(Saved entries)
----

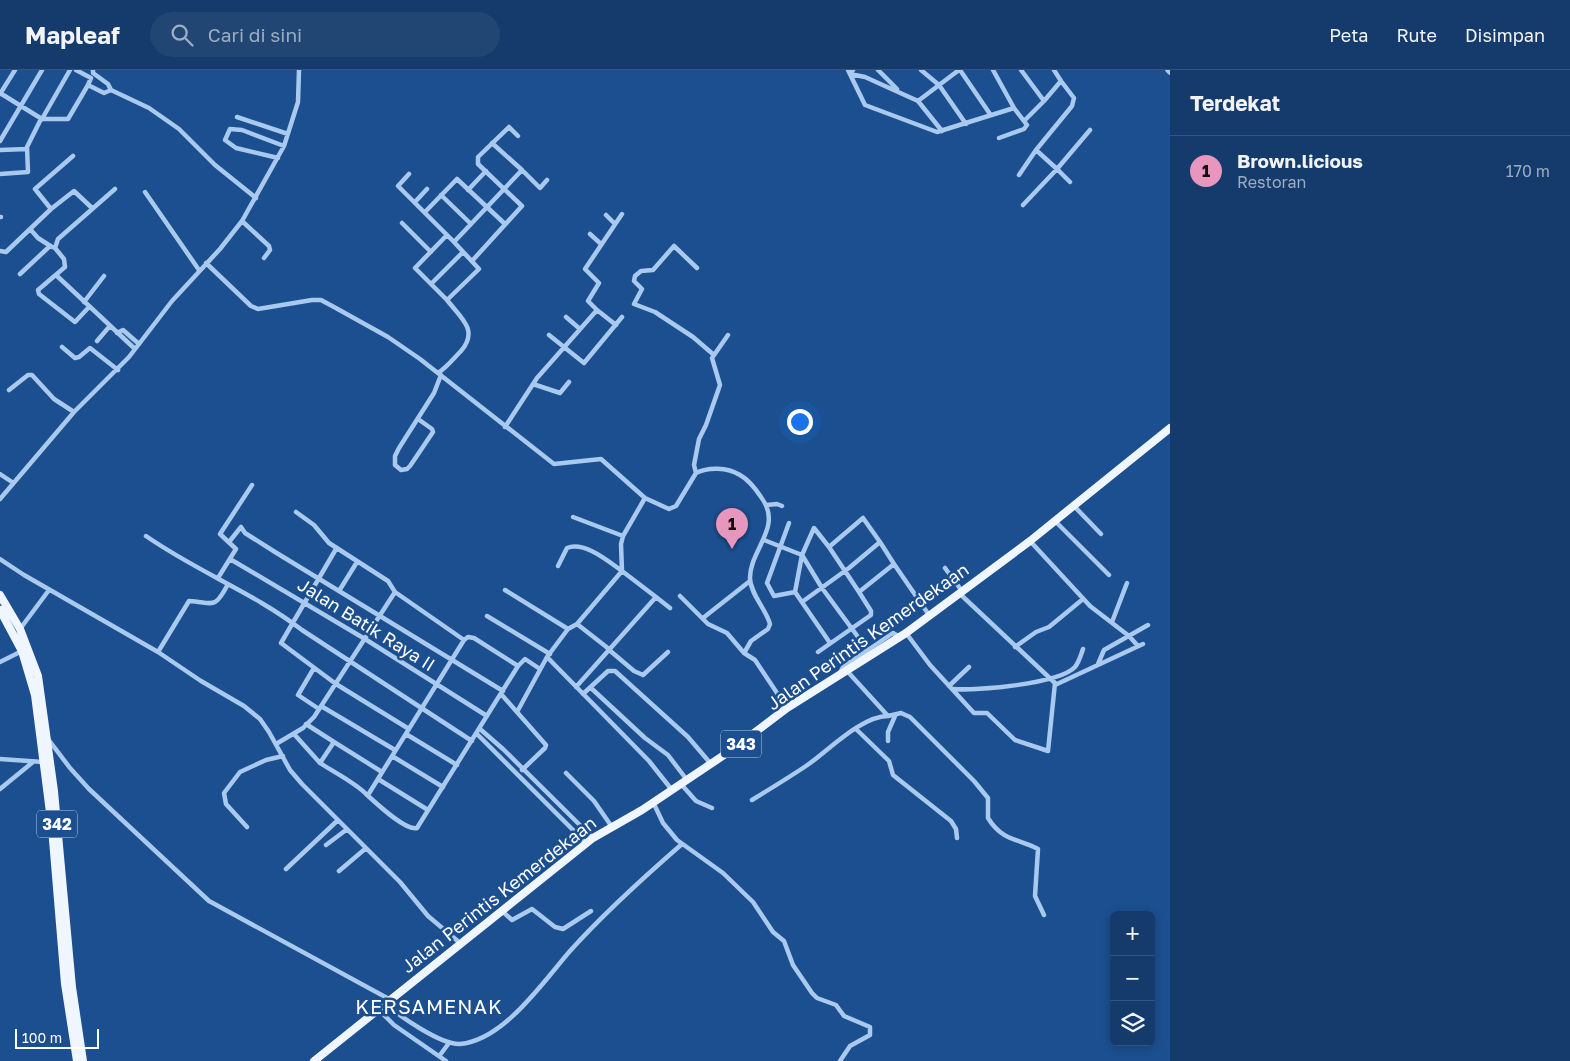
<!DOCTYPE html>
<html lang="id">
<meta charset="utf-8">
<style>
body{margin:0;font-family:"Golos Text",sans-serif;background:#214673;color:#f1f3f6}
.controls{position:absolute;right:15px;bottom:15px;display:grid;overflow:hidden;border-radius:8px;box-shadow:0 2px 8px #0003}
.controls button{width:45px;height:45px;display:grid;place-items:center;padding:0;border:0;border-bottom:1px solid #33557e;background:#143b6b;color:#f1f3f6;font:25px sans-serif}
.scale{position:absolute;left:15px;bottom:12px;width:84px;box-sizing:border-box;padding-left:5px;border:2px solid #fff;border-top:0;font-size:14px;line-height:18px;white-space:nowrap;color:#fff;-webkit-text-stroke:4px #1b4f8f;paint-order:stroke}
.you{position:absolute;left:799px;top:351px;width:18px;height:18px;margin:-12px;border:4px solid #fff;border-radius:50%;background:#1a73e8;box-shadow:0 0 0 8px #1a73e833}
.badge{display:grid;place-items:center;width:32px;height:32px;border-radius:50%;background:#e797bd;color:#111;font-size:16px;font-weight:700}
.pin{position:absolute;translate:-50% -41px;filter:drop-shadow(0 1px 2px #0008)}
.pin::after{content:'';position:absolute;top:26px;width:18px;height:15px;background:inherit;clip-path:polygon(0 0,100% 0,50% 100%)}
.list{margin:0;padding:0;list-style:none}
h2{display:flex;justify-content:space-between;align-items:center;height:65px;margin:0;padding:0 20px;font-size:21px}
h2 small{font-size:16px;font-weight:400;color:#9dadc1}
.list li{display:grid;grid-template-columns:32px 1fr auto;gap:15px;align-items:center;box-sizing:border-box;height:70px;padding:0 20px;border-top:1px solid #33557e}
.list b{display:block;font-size:19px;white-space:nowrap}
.list p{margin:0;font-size:16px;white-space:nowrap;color:#9dadc1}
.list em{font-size:16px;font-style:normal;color:#9dadc1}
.icon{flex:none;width:28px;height:28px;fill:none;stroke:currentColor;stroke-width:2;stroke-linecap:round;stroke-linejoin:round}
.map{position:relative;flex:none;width:1170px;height:991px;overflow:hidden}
header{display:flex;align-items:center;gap:30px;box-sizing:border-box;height:70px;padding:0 25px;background:#143b6b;border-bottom:1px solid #33557e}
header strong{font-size:24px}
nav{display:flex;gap:28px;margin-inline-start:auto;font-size:18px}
.search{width:350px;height:45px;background:#214673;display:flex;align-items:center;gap:12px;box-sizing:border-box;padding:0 18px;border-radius:28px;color:#9dadc1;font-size:19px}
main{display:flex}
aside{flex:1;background:#143b6b}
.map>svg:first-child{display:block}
</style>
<header>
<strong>Mapleaf</strong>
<div class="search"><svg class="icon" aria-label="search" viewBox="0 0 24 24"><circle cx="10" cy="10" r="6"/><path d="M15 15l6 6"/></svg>Cari di sini</div>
<nav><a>Peta</a><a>Rute</a><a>Disimpan</a></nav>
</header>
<main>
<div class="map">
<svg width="1170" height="991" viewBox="0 0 1170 991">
<rect width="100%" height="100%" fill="#1b4f8f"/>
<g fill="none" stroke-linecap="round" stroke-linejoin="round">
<path stroke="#a9c9ee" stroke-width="4.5" d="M76,0L91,8L88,15
M93,0V3L108,14L111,20
M848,0L865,35L937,62L1014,38
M853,0L850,4L865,7L918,31L942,61
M878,0L897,19
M921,0L939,15L966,54
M960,0L990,44
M993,0L1014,38L1027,55L1024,59L999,68
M1021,0L1044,31L1061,11L1074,28L1072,36L1036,80L1057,99L1090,60
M1054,0L1061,11
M0,23L42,49L70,0
M0,24L15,0
M918,31L959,0
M237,47L288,64
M1025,50L1044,31
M0,71L42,0
M492,73L522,100
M0,80L27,79
M73,86L35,119L51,139L74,121L92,138
M278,88L236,78L225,70L230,59L242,60L284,76
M0,104L28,102L27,77L40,51L42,49H68L88,15L104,23L111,20L149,38L179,59L215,95L256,128
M409,104L398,116L454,172
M1019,105L1036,80
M468,120L486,101
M145,122L199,200
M441,125L471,154
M415,132L427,119
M1023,135L1057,99L1070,112
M425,142L457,109L505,154
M606,145L615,154
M0,147H1
M242,151L269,176L270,180L264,188
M402,153L431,182
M30,159L38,168L52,177
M590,164L601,174
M447,165L415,198L447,230
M0,181L6,182L51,139
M472,191L522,136L478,94V87L509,57L518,66
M206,193L251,236L258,239L312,230H321L334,237L388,267L420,289L554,394L601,389L645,428L669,439L676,436L696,403C708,397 727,397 740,405C749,410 755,418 761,427C784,457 749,480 750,509C751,525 766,539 770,554L768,559L751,571L744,583L755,590L787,638
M697,198L674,176L653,200L641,201L635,206L634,211L642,219L634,234L655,242L693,267L714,285
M20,204L50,176
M56,205L135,279
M431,214L463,182
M84,232L104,206
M89,237L75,252L39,224L38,220L65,197L64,189L55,178L58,169L115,119
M597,240L616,255
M566,247L580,259
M117,263L123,260L139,274
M549,265L584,293L622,247
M97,271L109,257
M62,277L75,288L79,287L90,278L118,300
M438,303C447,297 453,289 461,281C479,260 461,248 447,230L479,199L454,172L522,100L540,118L547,110
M533,314L560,323L569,312
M9,320L28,305H32L54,329L74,342
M418,349L432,359L433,362L410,396L407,399L401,400L395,395V386L399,378L434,323L441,305
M505,357L537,308L597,240L588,231L599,213L585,199L622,144
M696,403L694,395L699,369L706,355L720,315L712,288L728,265
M0,404L12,412
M0,429L74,342L129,287L172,231L220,179L242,151L284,76L298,32L299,0
M767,435L777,434L782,436
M1074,436L1101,464
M296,442L314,455L329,473L388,511L395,522L464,570
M573,447L623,466
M1054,450L1109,505
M789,453L767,513L774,526L795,522
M146,466C196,501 254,523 302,560L472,671
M764,470L802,485L822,518L872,586
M1030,471L1090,536L1129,566L1138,576
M229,472L241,457L245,463L275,482L503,621
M829,477L863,448L880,472
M336,479L281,573L336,614L409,659
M0,489L24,505L158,582L201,611L244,636L260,649L269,662L290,700L302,714L400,812L428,846L460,873
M230,489L365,569L487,646
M894,494L929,545
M558,496L567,478C585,471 609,492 622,501
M945,498L962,521
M622,501L621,474L623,466L645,428
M218,508L236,479L220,464L252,415
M505,520L568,559L547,587L649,691L672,720
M339,521L357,492
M680,526L708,554L727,563L744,583
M656,527L670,538
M802,532L849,498L880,472L894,494L859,522L871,541V545L818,582
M487,546L550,584
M703,548L750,511
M1112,552L1127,513
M577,554L609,579
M20,559L49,520
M568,559L577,554L622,501L656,527L576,617
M906,563L930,595L974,643H987L1015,670L1048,681L1055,613L959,523
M830,573L795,522L802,485L814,458L829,477L859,522
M1015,577L1036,562L1049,557L1083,529
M608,579L634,601L643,605L668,582
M158,582L189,531C213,532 214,541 228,514
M0,592L22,581
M1098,594L1104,580L1148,555
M314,598L298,625L319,639
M848,602L888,646L901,643L910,647L974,711L988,728V748C1003,772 1018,768 1038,779L1035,826L1044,845
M840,603L843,597L893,563L900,567
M1055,615L1143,574
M949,616L969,597
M591,618L645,668L668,685L687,710
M953,619C976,621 1059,614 1075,597C1079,592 1081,585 1083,579
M501,624L546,675L545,678L522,700
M583,624L608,601H615L688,667L711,694
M321,636L395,680
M517,642L547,587
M306,654L334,672
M480,659L503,679L593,768
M856,659L889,691L893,705L951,751L956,759L957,768
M294,664L320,693
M406,664L457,695
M477,664L586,773
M48,669L70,698L89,719L209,831L389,929
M888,671V662L895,646
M276,674L303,658L314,647L395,522
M392,686L443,717
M0,689L43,692
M382,702L334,672L320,693C335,703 354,712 366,724C375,732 405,761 417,758L518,596L525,589L540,599
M566,703L594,731L612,757
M378,709L428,740
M681,714L696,731L712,738
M0,719L33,692
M368,725L464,570L468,567L474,568L518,596
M752,730C770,719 788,708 806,696C828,681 861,646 888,646
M653,732L663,753L677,770L723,803L753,832L773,862L784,871L793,895L812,923L817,928L836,935L844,946L870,957V965L850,976L840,991
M247,757L226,734L224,723L240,702L266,690L283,686
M326,775L346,760
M286,799L337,751
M339,801L365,779
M501,840L512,850L532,839L555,857L563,859L591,841
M385,933C399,946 441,975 460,974C504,970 543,912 570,881C605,842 644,807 682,774
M378,939L394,955L446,991
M440,985L449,973"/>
<path stroke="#a9c9ee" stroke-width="5.5" d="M1168,0L1170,2"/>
<path stroke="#f0f6ff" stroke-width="8" d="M0,525L20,559L38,606L54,721L72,917L83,991
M0,540L22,581L35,625L52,758L65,914L77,991
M314,991L593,768L642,740L733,679L787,638L906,563L1030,471L1170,358"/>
</g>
<g text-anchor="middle" stroke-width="5" stroke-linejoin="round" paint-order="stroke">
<g fill="#1b4f8f" stroke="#bbcadd" stroke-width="1">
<rect x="721" y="660.5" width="40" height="27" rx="4"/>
<rect x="37" y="740.5" width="40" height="27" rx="4"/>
</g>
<g font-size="16" font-weight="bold" fill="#fff">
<text x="741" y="680">343</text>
<text x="57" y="760">342</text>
</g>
<g font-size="18" fill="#fff" stroke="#1b4f8f">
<text transform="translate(366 555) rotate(32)" y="6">Jalan Batik Raya II</text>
<text transform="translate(868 567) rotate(-35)" y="6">Jalan Perintis Kemerdekaan</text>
<text transform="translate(499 825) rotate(-38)" y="6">Jalan Perintis Kemerdekaan</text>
</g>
<g font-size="20" letter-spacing="1" fill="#fff" stroke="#1b4f8f">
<text x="429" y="944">KERSAMENAK</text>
</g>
</g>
</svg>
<div class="controls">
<button>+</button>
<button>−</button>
<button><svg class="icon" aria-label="layers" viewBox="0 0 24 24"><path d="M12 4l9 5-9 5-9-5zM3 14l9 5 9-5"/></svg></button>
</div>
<div class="scale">100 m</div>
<div class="you"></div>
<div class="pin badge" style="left:732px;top:479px">1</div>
</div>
<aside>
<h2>Terdekat<small></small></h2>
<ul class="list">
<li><span class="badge">1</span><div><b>Brown.licious</b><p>Restoran</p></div><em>170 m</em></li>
</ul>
</aside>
</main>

----

• **PROBLEM REQUIREMENTS**
Wherever the word "linecap" appears in a line of the data, copy that line.

• **RESPONSE BOX**
.icon{flex:none;width:28px;height:28px;fill:none;stroke:currentColor;stroke-width:2;stroke-linecap:round;stroke-linejoin:round}
<g fill="none" stroke-linecap="round" stroke-linejoin="round">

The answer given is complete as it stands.